» Work instruction
Omit all pictures and give the records below again exactly as written.

*** Opening of Working data ***

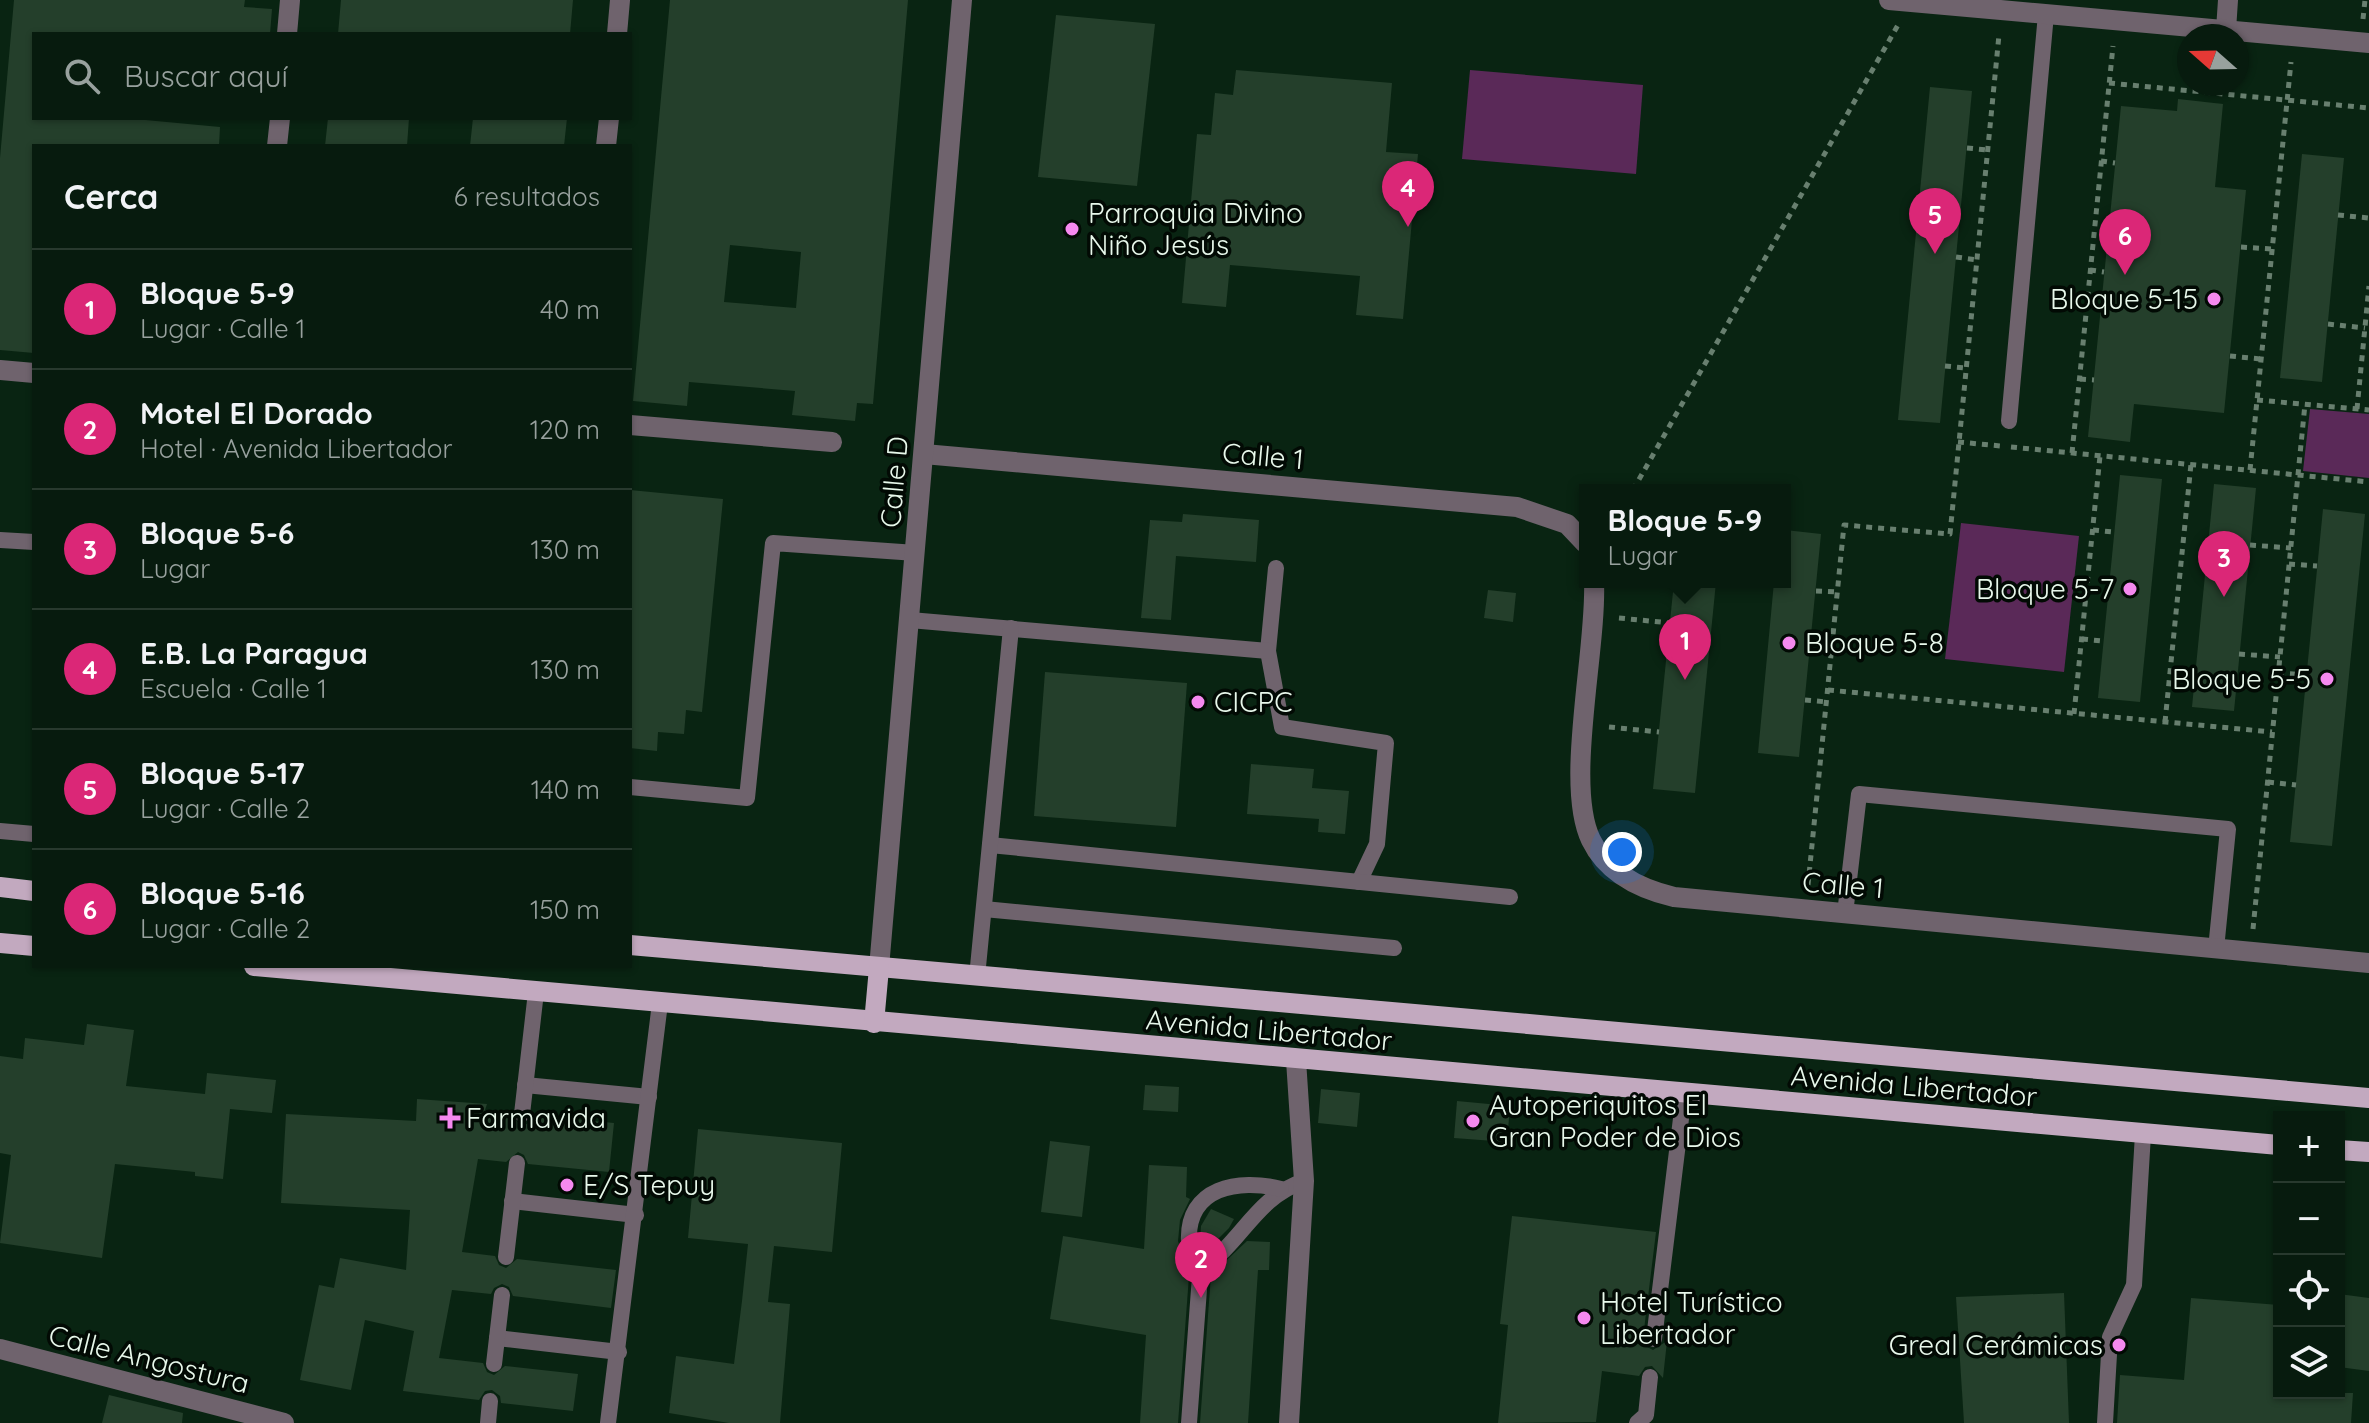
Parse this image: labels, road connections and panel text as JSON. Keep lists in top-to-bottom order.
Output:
{
  "streets": {
    "main road": ["Avenida Libertador"],
    "street": ["Calle 1", "Calle D", "Calle Angostura"]
  },
  "crossings": [
    ["Calle 1", "Calle D"],
    ["Calle D", "Avenida Libertador"]
  ],
  "places": {
    "other": [
      "Parroquia Divino Niño Jesús",
      "Bloque 5-15",
      "Bloque 5-7",
      "Bloque 5-8",
      "Bloque 5-5",
      "CICPC",
      "Autoperiquitos El Gran Poder de Dios",
      "E/S Tepuy",
      "Hotel Turístico Libertador",
      "Greal Cerámicas"
    ],
    "health": ["Farmavida"]
  },
  "north": "left",
  "page": {
    "search": "Buscar aquí",
    "heading": ["Cerca", "6 resultados"],
    "pins": [
      "4",
      "5",
      "6",
      "3",
      "1",
      "2"
    ],
    "list": [
      {
        "mark": "1",
        "name": "Bloque 5-9",
        "note": "Lugar · Calle 1",
        "value": "40 m"
      },
      {
        "mark": "2",
        "name": "Motel El Dorado",
        "note": "Hotel · Avenida Libertador",
        "value": "120 m"
      },
      {
        "mark": "3",
        "name": "Bloque 5-6",
        "note": "Lugar",
        "value": "130 m"
      },
      {
        "mark": "4",
        "name": "E.B. La Paragua",
        "note": "Escuela · Calle 1",
        "value": "130 m"
      },
      {
        "mark": "5",
        "name": "Bloque 5-17",
        "note": "Lugar · Calle 2",
        "value": "140 m"
      },
      {
        "mark": "6",
        "name": "Bloque 5-16",
        "note": "Lugar · Calle 2",
        "value": "150 m"
      }
    ],
    "popup": ["Bloque 5-9", "Lugar"],
    "map_buttons": ["+", "−"]
  }
}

*** Close of Working data ***

» Task answer
Parse this image: labels, road connections and panel text as JSON. Keep lists in top-to-bottom order.
Output:
{
  "streets": {
    "main road": ["Avenida Libertador"],
    "street": ["Calle 1", "Calle D", "Calle Angostura"]
  },
  "crossings": [
    ["Calle 1", "Calle D"],
    ["Calle D", "Avenida Libertador"]
  ],
  "places": {
    "other": [
      "Parroquia Divino Niño Jesús",
      "Bloque 5-15",
      "Bloque 5-7",
      "Bloque 5-8",
      "Bloque 5-5",
      "CICPC",
      "Autoperiquitos El Gran Poder de Dios",
      "E/S Tepuy",
      "Hotel Turístico Libertador",
      "Greal Cerámicas"
    ],
    "health": ["Farmavida"]
  },
  "north": "left",
  "page": {
    "search": "Buscar aquí",
    "heading": ["Cerca", "6 resultados"],
    "pins": [
      "4",
      "5",
      "6",
      "3",
      "1",
      "2"
    ],
    "list": [
      {
        "mark": "1",
        "name": "Bloque 5-9",
        "note": "Lugar · Calle 1",
        "value": "40 m"
      },
      {
        "mark": "2",
        "name": "Motel El Dorado",
        "note": "Hotel · Avenida Libertador",
        "value": "120 m"
      },
      {
        "mark": "3",
        "name": "Bloque 5-6",
        "note": "Lugar",
        "value": "130 m"
      },
      {
        "mark": "4",
        "name": "E.B. La Paragua",
        "note": "Escuela · Calle 1",
        "value": "130 m"
      },
      {
        "mark": "5",
        "name": "Bloque 5-17",
        "note": "Lugar · Calle 2",
        "value": "140 m"
      },
      {
        "mark": "6",
        "name": "Bloque 5-16",
        "note": "Lugar · Calle 2",
        "value": "150 m"
      }
    ],
    "popup": ["Bloque 5-9", "Lugar"],
    "map_buttons": ["+", "−"]
  }
}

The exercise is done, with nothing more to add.